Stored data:
════════════════════
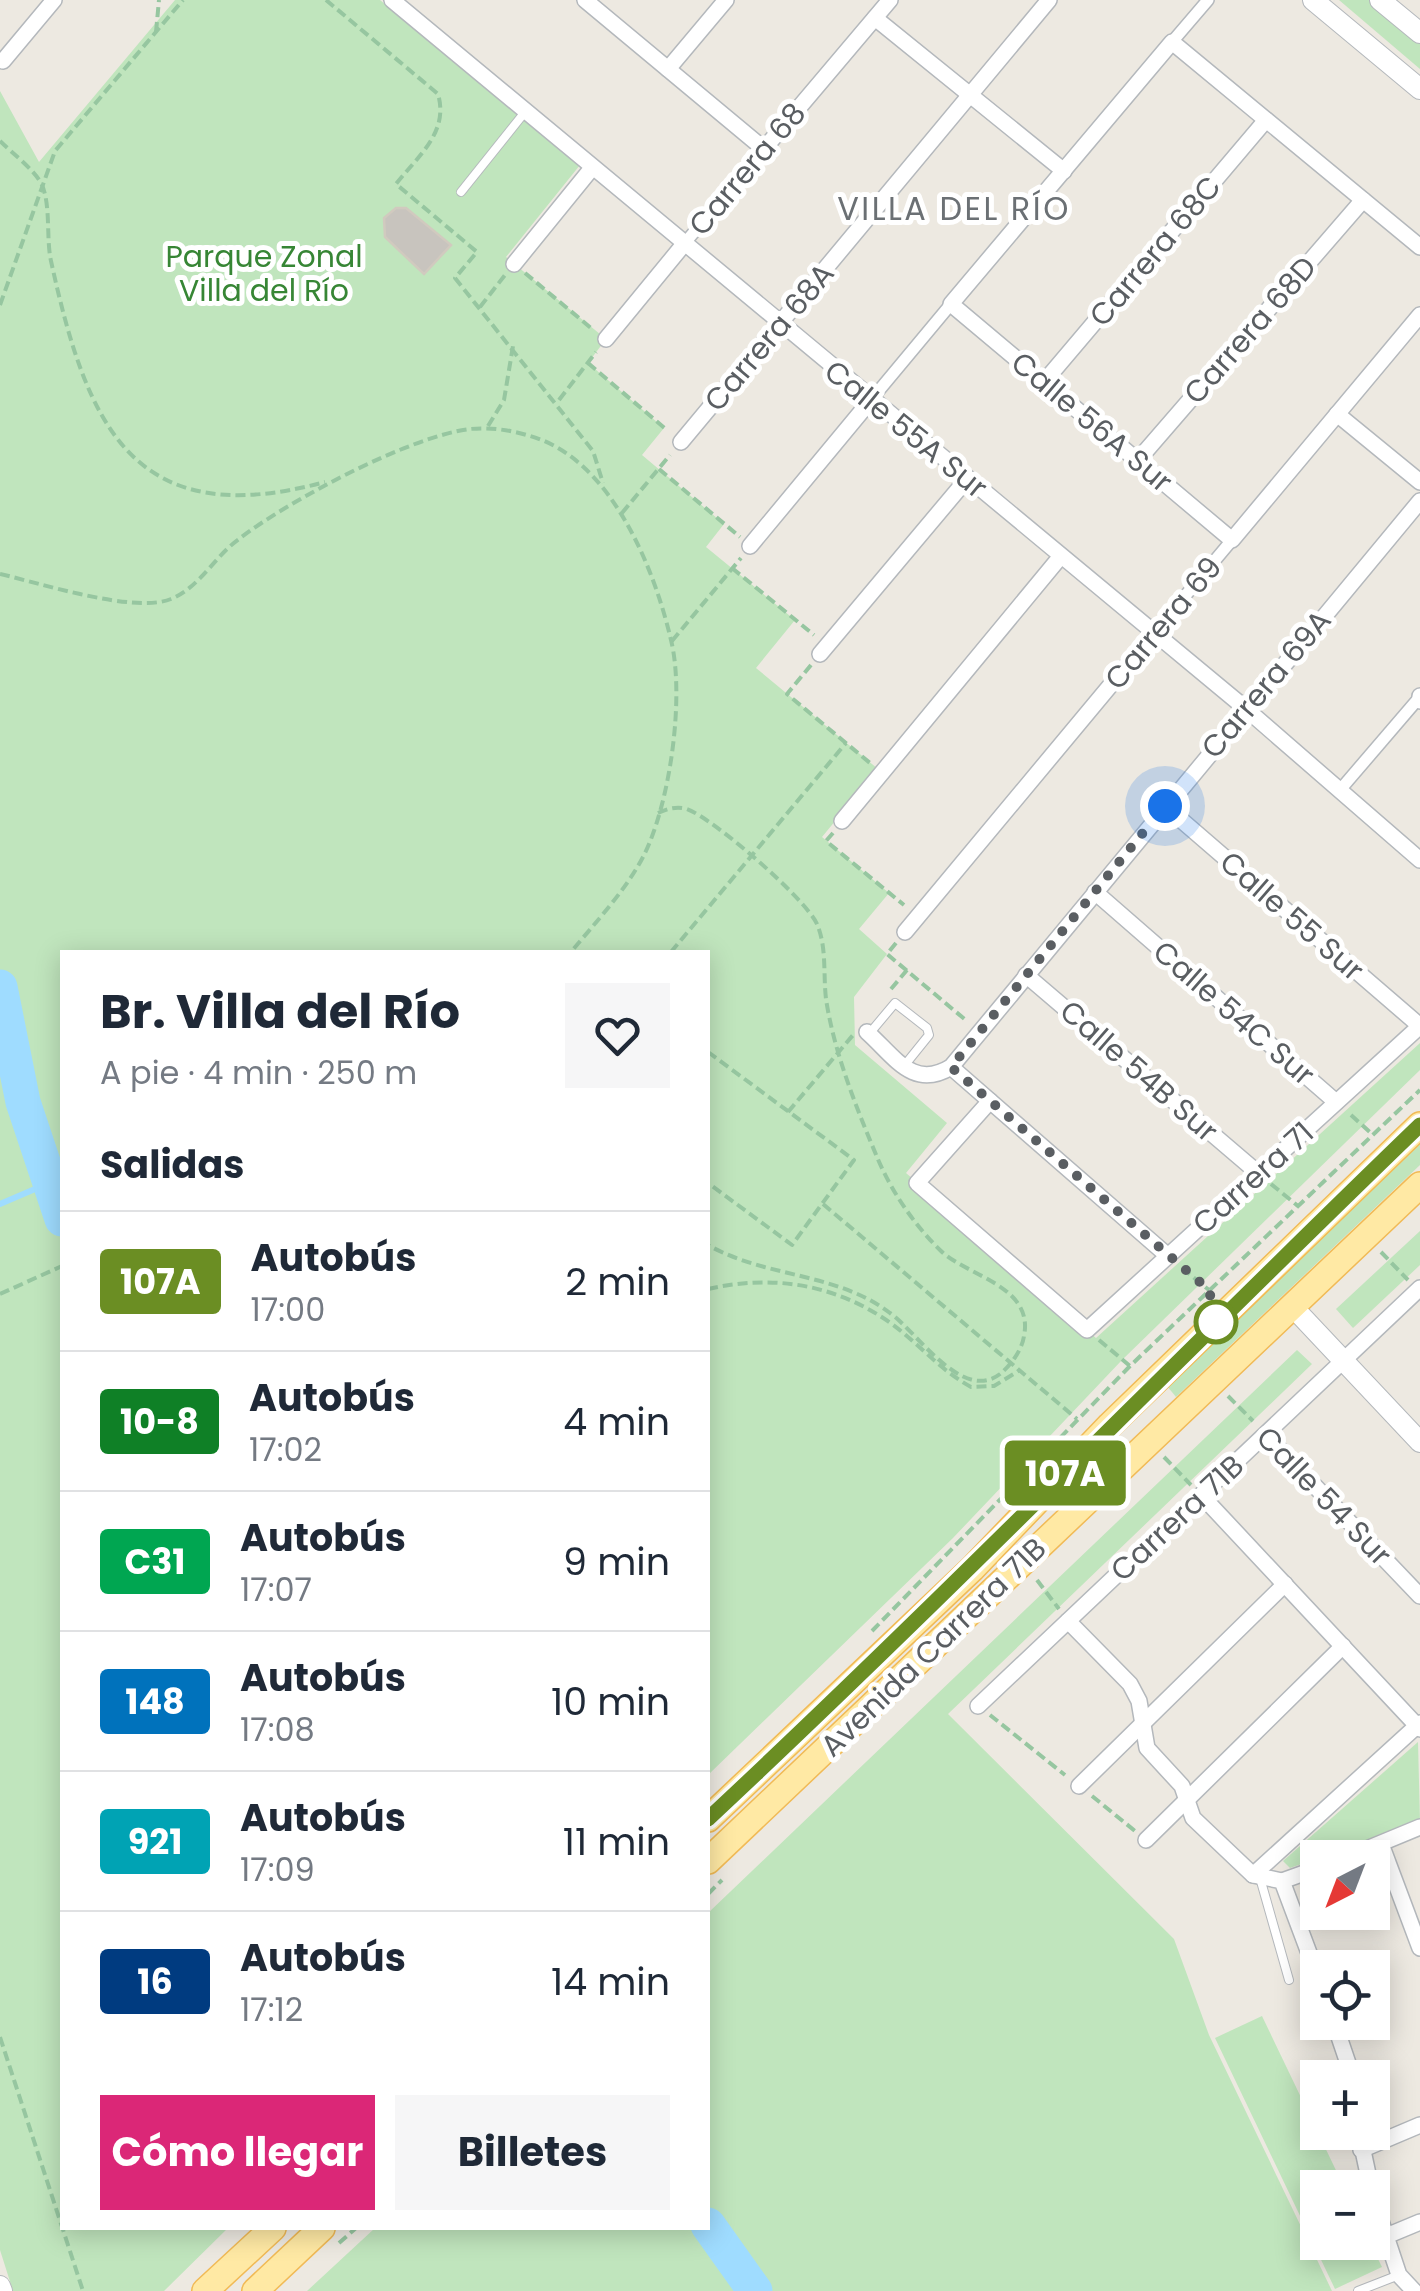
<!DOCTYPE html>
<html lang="es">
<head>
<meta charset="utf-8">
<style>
	body { margin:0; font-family:Poppins,sans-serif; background:#f6f6f7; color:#1f2937; height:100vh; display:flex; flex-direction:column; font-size:38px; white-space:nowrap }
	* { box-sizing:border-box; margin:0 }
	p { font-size:32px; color:#747a83 }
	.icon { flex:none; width:55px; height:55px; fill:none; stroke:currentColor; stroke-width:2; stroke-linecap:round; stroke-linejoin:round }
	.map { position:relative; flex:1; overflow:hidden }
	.sheet { position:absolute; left:60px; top:950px; width:650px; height:1280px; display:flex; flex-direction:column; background:#fff; border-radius:0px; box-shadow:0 5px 25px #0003 }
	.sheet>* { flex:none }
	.badge { padding:0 20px; border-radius:8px; font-size:35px; line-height:65px }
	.needle { width:65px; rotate:222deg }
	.controls { position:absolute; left:1300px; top:1840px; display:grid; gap:20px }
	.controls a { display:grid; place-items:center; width:90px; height:90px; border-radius:0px; background:#fff; box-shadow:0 5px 25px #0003; font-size:50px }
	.you { position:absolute; width:50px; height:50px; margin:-25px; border:8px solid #fff; border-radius:50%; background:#1a73e8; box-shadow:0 0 0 15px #1a73e833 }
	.map>.badge { position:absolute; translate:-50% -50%; box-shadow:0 0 0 5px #fff }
	h2 { padding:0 40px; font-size:38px; line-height:90px }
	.round { display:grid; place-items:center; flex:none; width:105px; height:105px; border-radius:0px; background:#f6f6f7 }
	.summary { display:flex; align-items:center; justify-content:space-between; height:170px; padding:0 40px }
	h1 { font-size:48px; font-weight:700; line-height:75px }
	.cta { display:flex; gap:20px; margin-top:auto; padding:20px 40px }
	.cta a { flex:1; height:115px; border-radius:0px; background:#db2777; color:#fff; font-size:40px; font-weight:700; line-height:115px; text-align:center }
	.cta a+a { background:#f6f6f7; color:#1f2937 }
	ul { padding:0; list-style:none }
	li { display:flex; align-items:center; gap:30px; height:140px; padding:0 40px; border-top:2px solid #e0e1e3 }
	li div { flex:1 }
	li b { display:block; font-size:38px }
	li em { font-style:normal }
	li .badge { min-width:110px; font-weight:700; text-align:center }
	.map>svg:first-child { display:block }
</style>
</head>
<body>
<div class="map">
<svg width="1420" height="2291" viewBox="0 0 1420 2291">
	<rect width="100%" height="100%" fill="#ede9e1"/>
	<!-- green -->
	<g fill="#c0e5bd">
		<polygon points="175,0 380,0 580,165 506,257 606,339 588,363 664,428 642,455 724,524 706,547 795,620 756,668 878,769 822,837 889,893 859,929 887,954 854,997 855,1045 947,1123 906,1173 1096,1338 1420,1043 1420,1070 1122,1360 953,1538 708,1775 708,952 62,952 62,2228 228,2228 164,2291 13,2291 0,2250 0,91 39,162"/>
		<polygon points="1339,0 1372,0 1420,41 1420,69"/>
		<polygon points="1420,1141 1420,1165 1176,1397 1167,1386"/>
		<polygon points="1420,1231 1420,1265 1353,1328 1336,1309"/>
		<polygon points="1297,1350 1312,1364 948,1714 1174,1939 1209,2035 1332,2291 307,2291 375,2228 708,2228 708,1913"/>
		<polygon points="1418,1742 1420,1822 1290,1868 1283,1861"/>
		<polygon points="1262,2016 1344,2187 1318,2188 1318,2242 1370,2243 1382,2267 1335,2289 1215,2038"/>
	</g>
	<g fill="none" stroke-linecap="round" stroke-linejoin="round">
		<!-- stream -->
		<polyline stroke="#9fdcff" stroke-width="6" points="0,1204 49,1183"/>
		<!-- river -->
		<g stroke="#9fdcff" stroke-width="35">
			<polyline points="0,987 23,1102 62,1219"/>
			<polyline points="708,2225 755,2291"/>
		</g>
	</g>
	<!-- building -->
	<polygon fill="#c8c4be" stroke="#d1cabf" stroke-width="2.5" points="396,208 406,208 451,245 424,274 385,237 384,218"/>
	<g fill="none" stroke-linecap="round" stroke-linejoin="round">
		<defs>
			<g id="service">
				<polyline points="461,192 525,112"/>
				<polyline points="869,1034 895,1003 927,1028 929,1035 904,1066"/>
				<polyline points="1260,1878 1289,1980"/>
				<polyline points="1358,2291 1399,2275"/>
			</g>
			<g id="pedestrian">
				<polyline points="1172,42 1208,0"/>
				<polyline points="684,244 764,149"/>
				<polyline points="871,400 951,304"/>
				<polyline points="1154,633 1232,540"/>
				<polyline points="1340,790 1418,699"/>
			</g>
			<g id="minor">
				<polyline points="392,0 1245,708 1420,860"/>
				<polyline points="585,0 764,149 890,0"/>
				<polyline points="875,18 1064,171"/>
				<polyline points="3,61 54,0"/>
				<polyline points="668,69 726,0"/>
				<polyline points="1420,247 1172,42 951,304 1232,540 1420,315"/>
				<polyline points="514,264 592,168"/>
				<polyline points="606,339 684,244"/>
				<polyline points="1044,382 1266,120"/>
				<polyline points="1337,414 1420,482"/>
				<polyline points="681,442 1049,0"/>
				<polyline points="1138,460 1363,200"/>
				<polyline points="750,546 871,400"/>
				<polyline points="820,654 967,479"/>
				<polyline points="1420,696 1420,701"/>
				<polyline points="842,821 1061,556"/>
				<polyline points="1095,892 1336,1102"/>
				<polyline points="905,932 1154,633"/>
				<polyline points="1026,975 1258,1173"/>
				<path d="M867,1032C895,1057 913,1090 951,1067L1420,501"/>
				<polyline points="951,1067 1168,1256"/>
				<polyline points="990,1101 917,1183 1087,1330 1420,1026 1165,806"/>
				<polyline points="1266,1435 1420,1596"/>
				<polyline points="1201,1495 1420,1729"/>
				<polyline points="1068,1621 1130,1684 1139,1701 1147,1748 1182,1786 1193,1818 1253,1875 1282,1881 1318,1977"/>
				<polyline points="978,1706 1420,1288"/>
				<polyline points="1079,1786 1285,1584"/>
				<polyline points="1146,1840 1343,1646"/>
				<polyline points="1381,1844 1420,1948"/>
				<polyline points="1345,1858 1420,1827"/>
				<polyline points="1253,1875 1420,1723"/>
				<polyline points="1282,1881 1318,1868"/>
				<polyline points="1334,2022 1353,2078"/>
				<polyline points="1359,2132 1371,2188"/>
				<polyline points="1361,2150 1420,2125"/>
				<polyline points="1372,2194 1399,2275 1414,2291"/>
				<polyline points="1384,2237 1420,2222"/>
			</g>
			<g id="tertiary">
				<polyline points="1313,0 1420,89"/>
				<polyline points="1380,0 1420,33"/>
				<polyline points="1291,1305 1420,1442"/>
				<polyline points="0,2286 2,2291"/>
			</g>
			<g id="primary">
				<polyline points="708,1819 972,1569 1110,1425 1420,1125"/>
				<polyline points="708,1861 1420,1185"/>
				<polyline points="205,2291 273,2228"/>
				<polyline points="255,2291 322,2228"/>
			</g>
		</defs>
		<!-- service casing -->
		<use href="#service" stroke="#b4b8bc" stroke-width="10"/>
		<!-- pedestrian casing -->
		<use href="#pedestrian" stroke="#b4b8bc" stroke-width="14"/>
		<!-- minor casing -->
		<use href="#minor" stroke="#b4b8bc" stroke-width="18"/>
		<!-- tertiary casing -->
		<use href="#tertiary" stroke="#b4b8bc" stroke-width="22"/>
		<!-- primary casing -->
		<use href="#primary" stroke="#f1ba56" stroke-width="28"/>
		<!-- path -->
		<g stroke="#96c6a0" stroke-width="4" stroke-dasharray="10 5" stroke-linecap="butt">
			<path d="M326,0L438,94C449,132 419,155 396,184L477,252L455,278L593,451L603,483"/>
			<polyline points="156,32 159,0"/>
			<path d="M0,141C12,153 35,170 42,185C51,206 46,239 51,261C87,426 133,534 325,482"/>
			<polyline points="525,273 591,328"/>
			<polyline points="0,305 55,151 183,0"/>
			<polyline points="480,307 505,275"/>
			<polyline points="588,363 668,431"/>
			<polyline points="559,400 596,352"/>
			<polyline points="488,426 504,400 513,346"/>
			<polyline points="659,469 740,537"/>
			<polyline points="622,513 670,455"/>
			<polyline points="732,568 814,635"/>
			<path d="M0,574C40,583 134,614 171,599C199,588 215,556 239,539C288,501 410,436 470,429C490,427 511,430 530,436C610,458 654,567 671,640C685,697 670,803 644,855C627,889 595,923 571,952"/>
			<polyline points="672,641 741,558"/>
			<polyline points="811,665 787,694 870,763"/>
			<path d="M658,813C667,809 676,806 687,809C714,819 805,898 817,924C827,948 823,973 826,999C834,1052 856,1107 877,1157C891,1191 915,1226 941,1251C969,1277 1034,1286 1024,1336C1022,1350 1011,1365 1000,1374C962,1403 917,1332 890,1313C836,1272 766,1278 708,1245"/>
			<polyline points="833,833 826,841 904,905"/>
			<polyline points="896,943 887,954 968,1022"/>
			<polyline points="671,952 846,743"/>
			<polyline points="891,989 907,970"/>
			<polyline points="708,1052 854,1160 792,1245 708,1183"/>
			<polyline points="788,1112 853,1035"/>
			<polyline points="1351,1115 1373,1135"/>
			<polyline points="1271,1184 1298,1206"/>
			<polyline points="823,1204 1077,1419"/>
			<polyline points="1381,1252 1408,1280"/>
			<polyline points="1182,1268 1209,1290"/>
			<path d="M708,1289C773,1274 836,1284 892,1324C919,1344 940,1370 971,1387L994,1386L1020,1370"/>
			<polyline points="0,1294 62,1266"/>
			<polyline points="1099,1340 1130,1366"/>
			<polyline points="1228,1396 1253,1421"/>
			<polyline points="1164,1457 1191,1485"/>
			<polyline points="1037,1580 1059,1609"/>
			<polyline points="872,1631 1130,1366 1420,1090"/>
			<polyline points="990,1715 1065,1775"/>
			<polyline points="1092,1796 1135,1831"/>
			<polyline points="708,1894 722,1880"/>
			<polyline points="0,2037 83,2291"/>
			<polyline points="339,2243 356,2228"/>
		</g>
		<!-- service -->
		<use href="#service" stroke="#fff" stroke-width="8"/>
		<!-- pedestrian -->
		<use href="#pedestrian" stroke="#fff" stroke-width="11"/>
		<!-- minor -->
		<use href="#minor" stroke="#fff" stroke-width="15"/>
		<!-- tertiary -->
		<use href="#tertiary" stroke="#fff" stroke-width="20"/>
		<!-- primary -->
		<use href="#primary" stroke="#ffe9a4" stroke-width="25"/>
	</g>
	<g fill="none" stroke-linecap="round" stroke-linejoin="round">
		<defs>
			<path id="line" d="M708,1819C950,1593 1181,1355 1420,1125"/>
		</defs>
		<!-- line casing -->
		<use href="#line" stroke="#fff" stroke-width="22"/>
		<!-- line -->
		<use href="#line" stroke="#6b8e23" stroke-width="15"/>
		<!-- walk -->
		<polyline stroke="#5a5e62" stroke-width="10" stroke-dasharray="0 18" points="1165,806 951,1067 1209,1290 1216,1322"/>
	</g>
	<!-- markers -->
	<circle fill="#fff" stroke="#6b8e23" stroke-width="5" cx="1216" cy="1322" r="20"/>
	<g text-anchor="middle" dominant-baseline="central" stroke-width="10" stroke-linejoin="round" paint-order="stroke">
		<!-- street labels -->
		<g font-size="30" fill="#5a5e62" stroke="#fff">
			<text transform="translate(747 169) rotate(-50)">Carrera 68</text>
			<text transform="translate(1155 251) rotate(-50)">Carrera 68C</text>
			<text transform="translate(1250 330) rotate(-49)">Carrera 68D</text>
			<text transform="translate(769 337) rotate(-50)">Carrera 68A</text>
			<text transform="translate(1092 422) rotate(40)">Calle 56A Sur</text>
			<text transform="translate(906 429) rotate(39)">Calle 55A Sur</text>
			<text transform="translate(1163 623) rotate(-50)">Carrera 69</text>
			<text transform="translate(1266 684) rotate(-50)">Carrera 69A</text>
			<text transform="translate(1292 916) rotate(41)">Calle 55 Sur</text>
			<text transform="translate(1234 1013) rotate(41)">Calle 54C Sur</text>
			<text transform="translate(1139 1071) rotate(41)">Calle 54B Sur</text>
			<text transform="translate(1253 1178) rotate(-42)">Carrera 71</text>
			<text transform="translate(1324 1496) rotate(46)">Calle 54 Sur</text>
			<text transform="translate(1177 1518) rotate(-43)">Carrera 71B</text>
			<text transform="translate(933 1647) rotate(-44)">Avenida Carrera 71B</text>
		</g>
		<!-- park labels -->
		<g font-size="30" fill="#378635" stroke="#fff">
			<text x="264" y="256">Parque Zonal<tspan x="264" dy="34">Villa del Río</tspan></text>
		</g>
		<!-- neighbourhood labels -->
		<g font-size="32" letter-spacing="2.5" fill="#6b7074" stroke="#fff">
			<text x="954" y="208">VILLA DEL RÍO</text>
		</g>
	</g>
</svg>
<div class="controls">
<a><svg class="needle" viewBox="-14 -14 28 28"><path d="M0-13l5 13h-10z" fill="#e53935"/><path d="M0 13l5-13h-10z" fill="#747a83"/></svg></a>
<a><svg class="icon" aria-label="locate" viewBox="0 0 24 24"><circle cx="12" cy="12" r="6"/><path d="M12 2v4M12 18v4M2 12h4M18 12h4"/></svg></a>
<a>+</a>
<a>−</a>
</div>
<div class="you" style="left:1165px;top:806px"></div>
<b class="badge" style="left:1065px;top:1473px;background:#6b8e23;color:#fff">107A</b>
<section class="sheet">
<div class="summary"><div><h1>Br. Villa del Río</h1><p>A pie · 4 min · 250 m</p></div><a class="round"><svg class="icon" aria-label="heart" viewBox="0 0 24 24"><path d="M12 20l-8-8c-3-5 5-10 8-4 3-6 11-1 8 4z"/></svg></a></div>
<h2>Salidas</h2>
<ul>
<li><span class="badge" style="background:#6b8e23;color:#fff">107A</span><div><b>Autobús</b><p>17:00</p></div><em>2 min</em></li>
<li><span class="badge" style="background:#0f8026;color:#fff">10-8</span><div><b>Autobús</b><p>17:02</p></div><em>4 min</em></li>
<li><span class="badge" style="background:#00a651;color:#fff">C31</span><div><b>Autobús</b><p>17:07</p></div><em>9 min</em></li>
<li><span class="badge" style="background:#0072bc;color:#fff">148</span><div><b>Autobús</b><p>17:08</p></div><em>10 min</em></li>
<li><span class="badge" style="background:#00a3b4;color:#fff">921</span><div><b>Autobús</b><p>17:09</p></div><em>11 min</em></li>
<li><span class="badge" style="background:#003b80;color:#fff">16</span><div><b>Autobús</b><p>17:12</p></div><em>14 min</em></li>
</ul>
<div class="cta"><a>Cómo llegar</a><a>Billetes</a></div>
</section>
</div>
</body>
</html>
════════════════════
Exercise goal:
Among the lines of the preceding data, which ones hold the word "controls"? List them.

Written solution:
	.controls { position:absolute; left:1300px; top:1840px; display:grid; gap:20px }
	.controls a { display:grid; place-items:center; width:90px; height:90px; border-radius:0px; background:#fff; box-shadow:0 5px 25px #0003; font-size:50px }
<div class="controls">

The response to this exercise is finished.